Table 5 shows the performance of location-LSTM attention. From
Table 5, it is not difficult to find that compared with location-aware attention and context-based attention, while the CER of the model after adding location-LSTM attention improves, the WER performance is basically the same. The performance of CER shows that it can effectively capture the local dependencies of speech frames. Although location-LSTM attention improves the performance to a lesser extent, it proves the effectiveness of the improved attention.
According to
Table 6, after we use the proposed MSPC as the feature extractor, the WER is improved by 1.25%. This justifies that using MSPC instead of VGG as the feature extractor is reasonable. When we add two modules to the model simultaneously, our method improves the relative character error rate and relative word error rate by 0.75% and 1.73%, respectively, compared to the baseline. This proves that the network can extract features of different scales and learn the context information of speech signals, thus improving the recognition rate of end-to-end models.
To further explore the effect of combining different data augmentation methods on the experimental results. The noise method uses the noise dataset provided by [
70] to add noise to the original audio. After analyzing the experimental results in
Table 7, we found that using speed perturbation and the noisy method at the same time has advantages in terms of word error rate compared with using specaugment and the noisy method simultaneously. In terms of training speed, the former is also slightly better.
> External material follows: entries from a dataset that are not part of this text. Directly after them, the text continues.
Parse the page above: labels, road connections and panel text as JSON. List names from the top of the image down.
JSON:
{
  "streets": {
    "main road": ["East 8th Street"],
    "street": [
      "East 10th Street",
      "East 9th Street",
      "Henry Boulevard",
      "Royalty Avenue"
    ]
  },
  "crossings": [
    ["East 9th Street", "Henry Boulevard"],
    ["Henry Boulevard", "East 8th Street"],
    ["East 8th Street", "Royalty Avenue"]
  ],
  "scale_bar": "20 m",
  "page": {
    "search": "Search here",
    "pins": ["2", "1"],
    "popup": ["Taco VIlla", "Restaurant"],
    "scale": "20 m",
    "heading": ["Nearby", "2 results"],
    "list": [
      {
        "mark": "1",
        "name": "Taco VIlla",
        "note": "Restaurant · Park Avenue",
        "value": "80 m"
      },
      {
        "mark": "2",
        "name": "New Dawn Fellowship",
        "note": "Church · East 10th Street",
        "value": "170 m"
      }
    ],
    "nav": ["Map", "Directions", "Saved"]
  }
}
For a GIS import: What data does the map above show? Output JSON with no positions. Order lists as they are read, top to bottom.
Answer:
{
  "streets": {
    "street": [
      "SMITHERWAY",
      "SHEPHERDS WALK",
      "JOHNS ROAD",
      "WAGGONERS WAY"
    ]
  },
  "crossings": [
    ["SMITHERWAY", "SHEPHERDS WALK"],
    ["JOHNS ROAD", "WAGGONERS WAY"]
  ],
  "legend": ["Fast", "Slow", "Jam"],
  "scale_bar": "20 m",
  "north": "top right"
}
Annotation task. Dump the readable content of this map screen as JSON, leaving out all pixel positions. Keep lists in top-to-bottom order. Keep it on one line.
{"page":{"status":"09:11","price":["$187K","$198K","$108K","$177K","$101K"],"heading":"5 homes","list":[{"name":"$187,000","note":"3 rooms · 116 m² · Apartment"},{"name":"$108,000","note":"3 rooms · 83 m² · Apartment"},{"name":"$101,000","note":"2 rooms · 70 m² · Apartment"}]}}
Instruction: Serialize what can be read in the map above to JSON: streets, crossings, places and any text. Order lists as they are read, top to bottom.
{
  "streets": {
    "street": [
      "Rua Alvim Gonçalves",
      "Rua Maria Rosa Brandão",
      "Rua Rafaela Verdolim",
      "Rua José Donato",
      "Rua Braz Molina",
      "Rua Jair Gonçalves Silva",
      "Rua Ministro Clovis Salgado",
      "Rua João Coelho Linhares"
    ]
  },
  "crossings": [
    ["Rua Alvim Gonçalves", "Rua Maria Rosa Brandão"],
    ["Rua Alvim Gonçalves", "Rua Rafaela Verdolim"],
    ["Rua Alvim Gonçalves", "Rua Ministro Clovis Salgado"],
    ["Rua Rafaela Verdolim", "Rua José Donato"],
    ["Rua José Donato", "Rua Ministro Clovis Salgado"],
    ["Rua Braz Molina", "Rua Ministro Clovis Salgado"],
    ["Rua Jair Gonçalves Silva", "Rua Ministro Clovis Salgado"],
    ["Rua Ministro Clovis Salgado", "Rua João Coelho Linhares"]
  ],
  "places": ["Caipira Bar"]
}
Therefore, we take speed perturbation + noise as our final data augmentation scheme.
4.5. Effectiveness of Hyperparameters
In the experiments described in the previous two sections, when using beam search decoding, the beam width is set to 8. In this section, we explore the effect of different beam widths on the final result. As seen in
Table 8, WER gradually decreases with the increase in the set beam width during decoding. When we use different widths, there is a definite improvement in system performance. The reason for this phenomenon is that the larger the width, the more choices we have to consider, and the better the sentence is likely to be. We did not choose a larger width, because it would increase the computational cost of the algorithm and greatly affect the decoding speed.
The RNNLM used in the experiments is initialized using the DistilBERTurk1 model. DistilBERTurk was trained on 7 GB of the original training data that were used for training BERTurk, using the cased version of BERTurk as a teacher model. When the beam width is 8, CER and WER are reduced by about 5% and 3%, respectively, after adding the language model. However, the relative improvement decreases further when the beam width increases to 16. This proves that the beam width has some effect on the results, and the gap is further narrowed when the language model is added.
5. Conclusions and Future Work
In this paper, we studied the application of the hybrid model in agglutinative language speech recognition and proposed a CNN-based feature extractor, MSPC, that uses different convolution kernel sizes to extract features of different sizes. Then, by improving its location-aware attention, the impact of the attention weight history on the results is considered while focusing on the location information. The results of the experiments show that the constructed model performs better after adding the language model, which not only exceeds the baseline model but also shows better performance compared with the mainstream model.
In the future, we will improve the following aspects of the proposed model. The Altaic language family contains many agglutinative languages, which have a small corpus due to their small number of speakers. Thus, we will explore multilingual speech recognition based on this model so that our model can fully use multilingual information and improve the accuracy of low-resource speech recognition. Additionally, streaming speech recognition has gone mainstream. Therefore, we will further improve the model structure to suit the needs of streaming speech recognition.